LAM: 65-million dollars were requested shortly after Bopha hit last month, and you've just asked for a 17-percent rise - is the humanitarian aid and recovery plan going to be properly funded?

CARVALHO: Well, it's important to say that this is very much what we're talking about - the most vulnerable. This is under principle of humanitarian work, so we're talking about the most vulnerable. We're also talking about a context, where the government has been very active and leading the process since the beginning. So the bulk of of support and help and investment really comes from the government. But it's very important that the donors understand and support us in this process, because we're talking about the most vulnerable and poorest areas of the country.

LAM: But so far, is there enough money for you to do what you need to do, for these local communities?

CARVALHO: No, no, so far we have received around thirty percent, around 36-percent of the $76-million. But 36 percent of the initial request .. so now the donors just received the new consolidated appeal, with the increase, this 17 percent increase.

LAM: How have donor countries responded to this great need on Mindanao island? Has the Australian government's response been satisfactory?

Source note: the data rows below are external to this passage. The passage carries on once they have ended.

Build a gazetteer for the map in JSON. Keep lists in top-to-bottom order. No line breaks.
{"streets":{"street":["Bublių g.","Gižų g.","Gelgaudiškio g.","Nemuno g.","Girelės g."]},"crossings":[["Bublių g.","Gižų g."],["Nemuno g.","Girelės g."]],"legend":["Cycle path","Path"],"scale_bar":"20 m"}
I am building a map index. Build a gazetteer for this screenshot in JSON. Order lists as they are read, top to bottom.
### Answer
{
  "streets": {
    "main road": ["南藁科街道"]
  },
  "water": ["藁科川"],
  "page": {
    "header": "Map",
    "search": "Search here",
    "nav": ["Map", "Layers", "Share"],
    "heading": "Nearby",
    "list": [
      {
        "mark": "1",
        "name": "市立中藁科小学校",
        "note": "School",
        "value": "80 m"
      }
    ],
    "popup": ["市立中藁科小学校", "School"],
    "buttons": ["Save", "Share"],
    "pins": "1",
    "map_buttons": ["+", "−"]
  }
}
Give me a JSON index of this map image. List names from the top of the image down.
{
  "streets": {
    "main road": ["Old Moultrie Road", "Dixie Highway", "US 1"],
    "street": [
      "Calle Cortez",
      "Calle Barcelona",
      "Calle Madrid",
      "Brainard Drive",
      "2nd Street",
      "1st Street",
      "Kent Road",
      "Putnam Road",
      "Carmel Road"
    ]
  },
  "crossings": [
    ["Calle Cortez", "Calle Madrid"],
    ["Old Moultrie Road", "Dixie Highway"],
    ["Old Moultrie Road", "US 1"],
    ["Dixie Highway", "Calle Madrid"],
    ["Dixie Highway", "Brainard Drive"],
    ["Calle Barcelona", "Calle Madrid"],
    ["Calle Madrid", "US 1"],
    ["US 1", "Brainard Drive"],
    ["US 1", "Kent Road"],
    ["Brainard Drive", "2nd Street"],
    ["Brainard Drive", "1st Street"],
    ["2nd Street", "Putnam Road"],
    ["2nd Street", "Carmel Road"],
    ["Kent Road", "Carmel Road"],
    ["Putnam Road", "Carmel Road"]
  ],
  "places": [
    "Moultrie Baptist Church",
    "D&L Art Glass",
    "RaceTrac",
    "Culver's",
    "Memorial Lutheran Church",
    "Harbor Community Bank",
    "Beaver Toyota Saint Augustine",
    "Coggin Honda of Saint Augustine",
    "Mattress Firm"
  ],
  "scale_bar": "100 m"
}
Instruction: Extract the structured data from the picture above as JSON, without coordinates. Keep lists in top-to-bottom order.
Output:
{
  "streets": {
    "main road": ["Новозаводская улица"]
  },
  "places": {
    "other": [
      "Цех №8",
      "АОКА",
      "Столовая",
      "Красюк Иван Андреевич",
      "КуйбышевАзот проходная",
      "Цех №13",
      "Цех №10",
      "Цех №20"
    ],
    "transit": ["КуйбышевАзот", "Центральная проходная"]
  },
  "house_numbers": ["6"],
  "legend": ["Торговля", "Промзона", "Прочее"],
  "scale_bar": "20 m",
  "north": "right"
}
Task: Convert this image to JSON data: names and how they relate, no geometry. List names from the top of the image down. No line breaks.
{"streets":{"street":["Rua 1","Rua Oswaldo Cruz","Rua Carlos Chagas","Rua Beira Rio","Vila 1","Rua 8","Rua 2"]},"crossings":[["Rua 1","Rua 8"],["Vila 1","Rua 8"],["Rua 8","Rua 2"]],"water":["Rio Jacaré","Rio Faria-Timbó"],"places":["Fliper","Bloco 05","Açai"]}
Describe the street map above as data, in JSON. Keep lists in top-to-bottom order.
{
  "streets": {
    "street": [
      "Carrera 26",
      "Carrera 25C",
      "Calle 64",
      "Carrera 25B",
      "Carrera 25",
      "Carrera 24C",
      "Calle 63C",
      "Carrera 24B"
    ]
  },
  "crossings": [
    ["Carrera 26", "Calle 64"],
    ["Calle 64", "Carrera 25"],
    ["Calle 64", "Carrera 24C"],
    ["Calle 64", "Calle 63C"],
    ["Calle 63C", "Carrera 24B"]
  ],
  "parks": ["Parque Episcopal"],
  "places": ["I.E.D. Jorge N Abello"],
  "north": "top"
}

CARVALHO: Australia, the United States, Japan and now also Canada, and some other countries, they've been the major donors so far. Each of them, they're interested in specific areas, but they're aligning with the priorities that we have been talking to them. They're also delivering in kind, some donors have brought to the country, that were not necessarily delivered to the UN response. So they are a complimentary support that is not reflected here. And every week, we issue documents and table a showing, how have been the participation of the donors.

LAM: One month on, after Bopha, 850-thousand people are still displaced and without proper shelter, or permanent shelter. What's being done about that? Is there a time frame here? Do we know how much longer these people will have to stay in schools and camps and temporary shelter?

CARVALHO: Oh this is a very different aspect of the event specifically. We know that we do have a minority of people in shelters, and the majority of people living around the remains of their old houses. And this is why this is an opportunity, because we're talking about returning people to their old spaces. So this is a different circumstances - that there are very few informal settlements and hopefully, we won't have a permanent population living in camps and bunk houses in the future.

LAM: But the preference is to have these people remain in their own communities, rather than to relocate them. So you build from existing structures, is that right?

CARVALHO: Absolutely, yes. This is an opportunity, we're very keen on showing this, that we're not talking about communities that have to be sent to other places, or stay in bunk houses. We're talking about communities that can re-build their houses. And the government will be issuing by the beginning of February, a completed study on areas where the resettlements can be taken. And we're talking about resettlement within their own communities, let alone those can re-build their houses in the places where they were before.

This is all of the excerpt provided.